The research generates £44,000 in grant capture over 4 years from the ECB for annual cricket talent testing and a Ph.D. studentship.  The research is led by Professor Michael Khan, who specialises in reaction time and skill acquisition. 

“Cricketers at the highest level are required to make rapid decisions and execute superior error free skills in extremely high pressure situations,” said Professor Khan. 

“Understanding the requirements to meet these challenges as well as creating development pathways of cricketers will be key to developing a talent prediction model that can identify players who have the potential to be the world’s best,” he added.

Professor Lew Hardy of the School, who has worked with the British Army as well as the ECB, will supervise the psychological component of the talent testing and the statistical analyses.  Also collaborating on the project is Australian Professor Bruce Abernethy from the University of Hong Kong.  Professor Abernethy has pioneered research in the area of anticipation and expertise. 

Ed Barney is the Ph.D. funded student on the research project that will take four years in the first instance.  Ed Barney (28) completed his undergraduate degree in Sports Science at Exeter University before recently graduating from Loughborough University with an MS.c. in Sports Science.  Ed will split his time between the National Cricket Performance Centre in Loughborough and Bangor University.
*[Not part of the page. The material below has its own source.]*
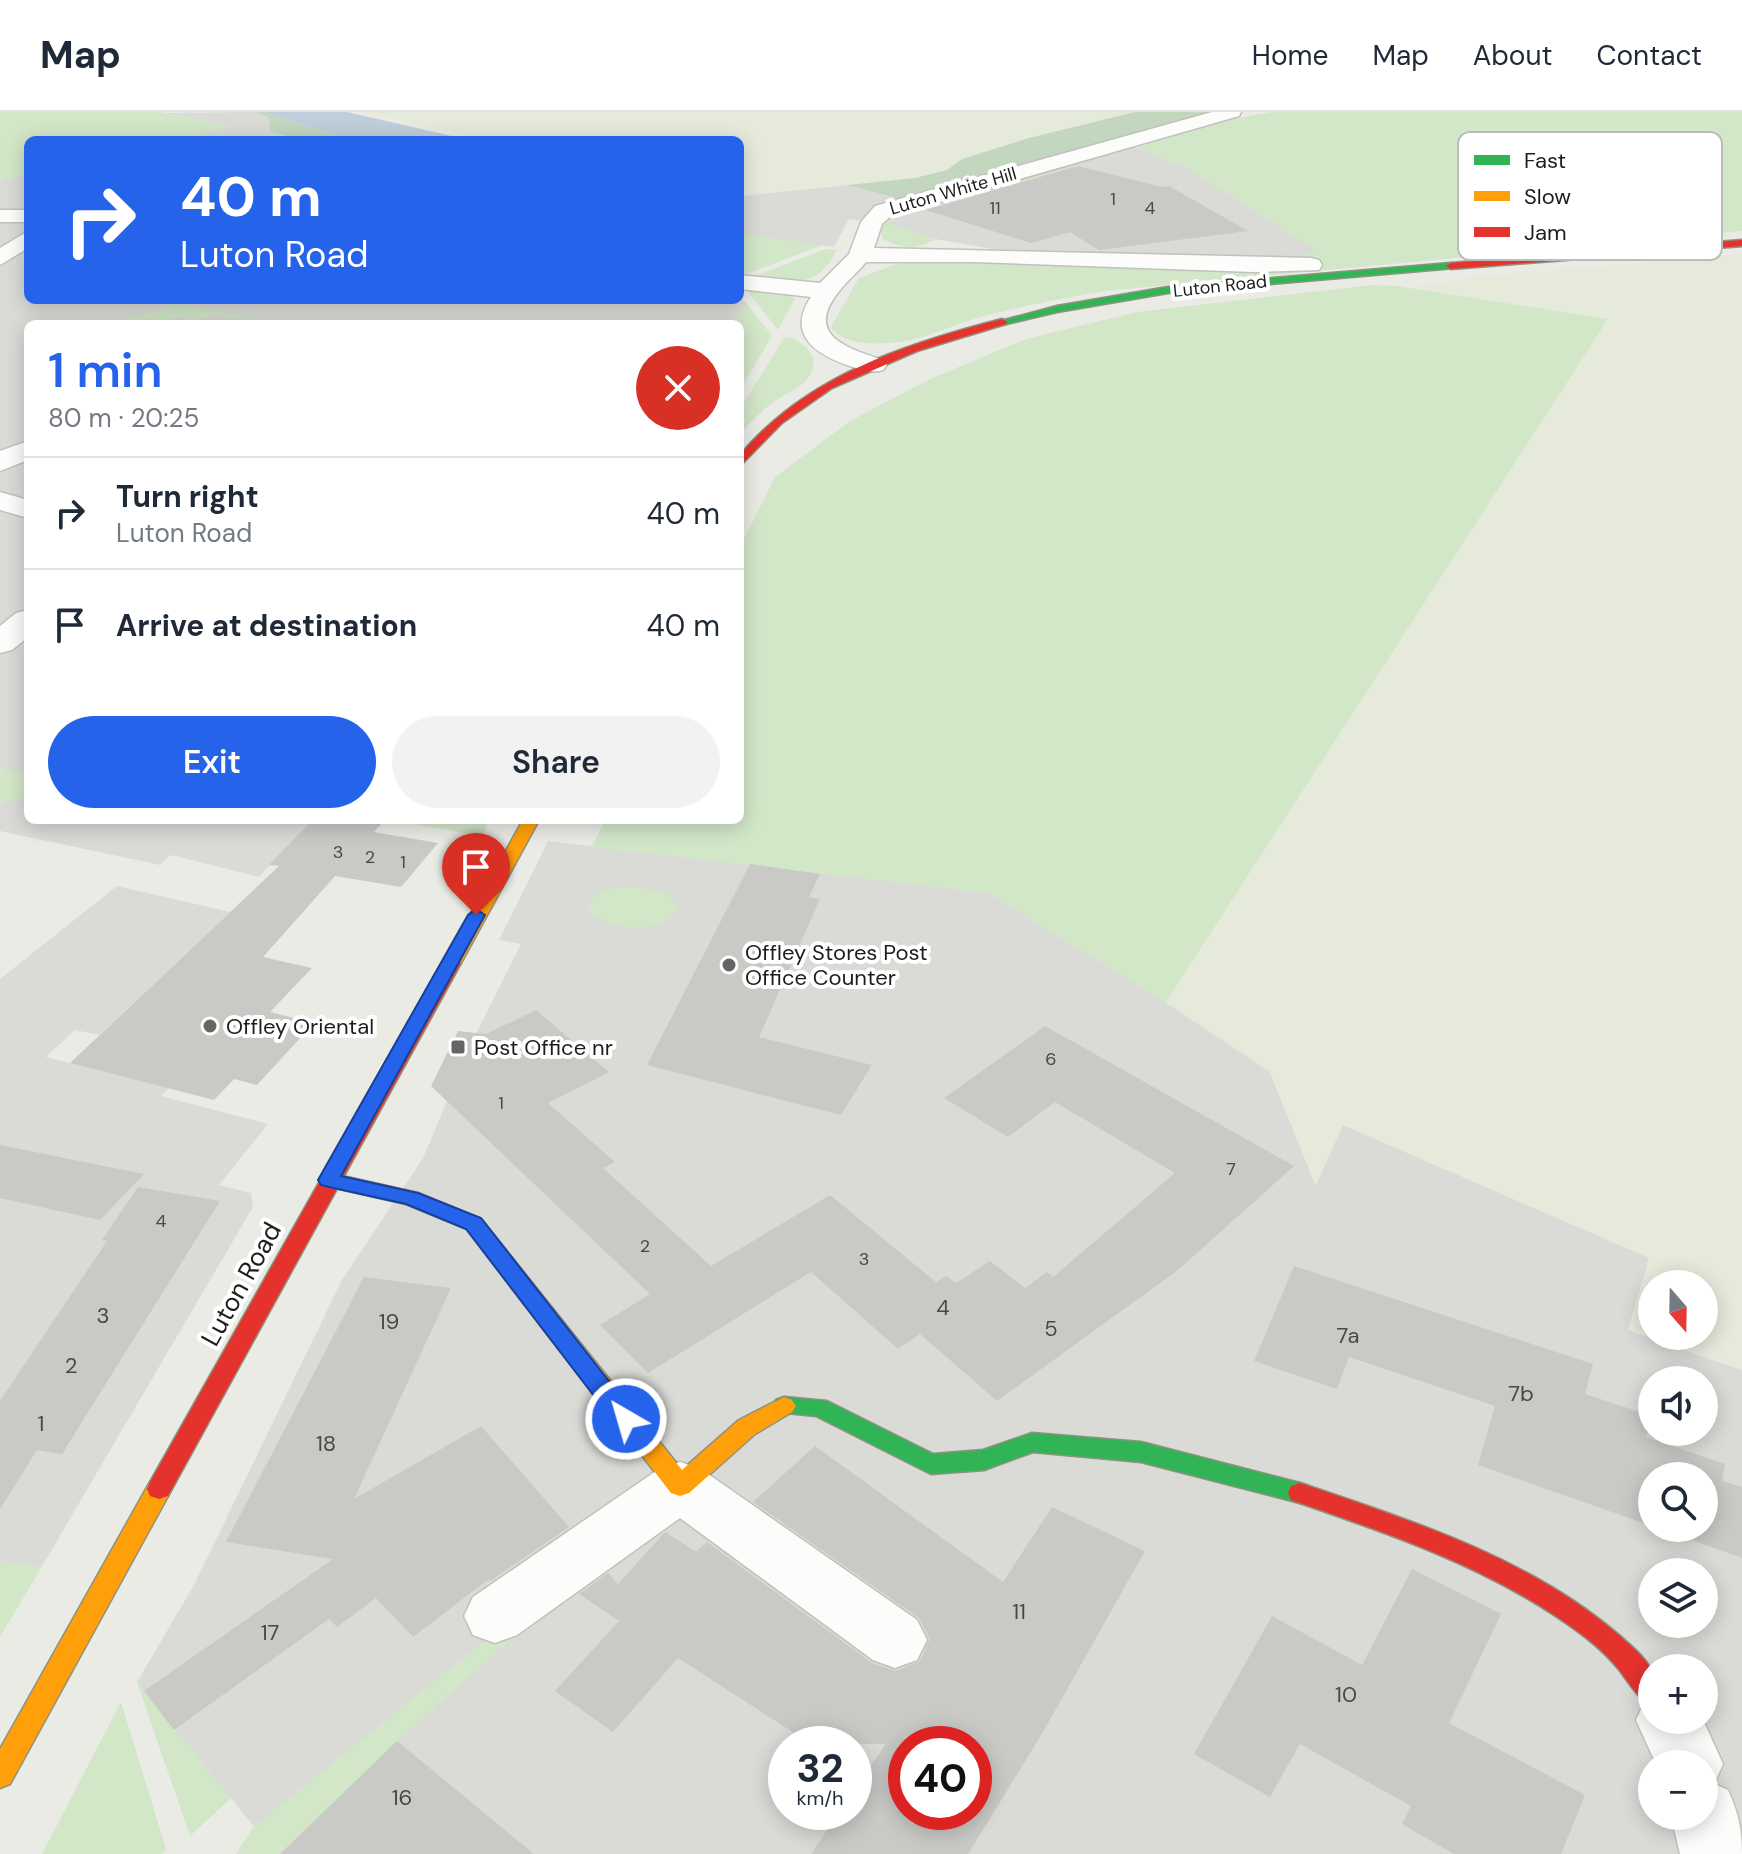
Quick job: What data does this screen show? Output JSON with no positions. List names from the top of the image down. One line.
{"streets":{"street":["Luton White Hill","Luton Road"]},"crossings":[["Luton White Hill","Luton Road"]],"places":{"other":["Offley Stores Post Office Counter","Offley Oriental"],"transit":["Post Office nr"]},"house_numbers":["1","11","4","3","2","1","6","1","7","4","2","3","4","3","19","5","7a","2","7b","1","18","11","17","10","16"],"legend":["Fast","Slow","Jam"],"north":"bottom","page":{"header":"Map","nav":["Home","Map","About","Contact"],"turn":["40 m","Luton Road"],"heading":["1 min","80 m · 20:25"],"list":[{"name":"Turn right","note":"Luton Road","value":"40 m"},{"name":"Arrive at destination","value":"40 m"}],"buttons":["Exit","Share"],"map_buttons":["+","−"],"speed":"32 km/h","limit":"40"}}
“Under 13, 16 and 19 players from England and Wales will be ‘talent’ tested over the next three years. The combination of this data with performance statistics and scouting reports will feed into a model for early prediction of potential future world’s best players. In addition to identifying talent, this model will be used to inform coaching practice for those players who could potentially be England and Wales’ stars of the future. ”explained Prof Khan.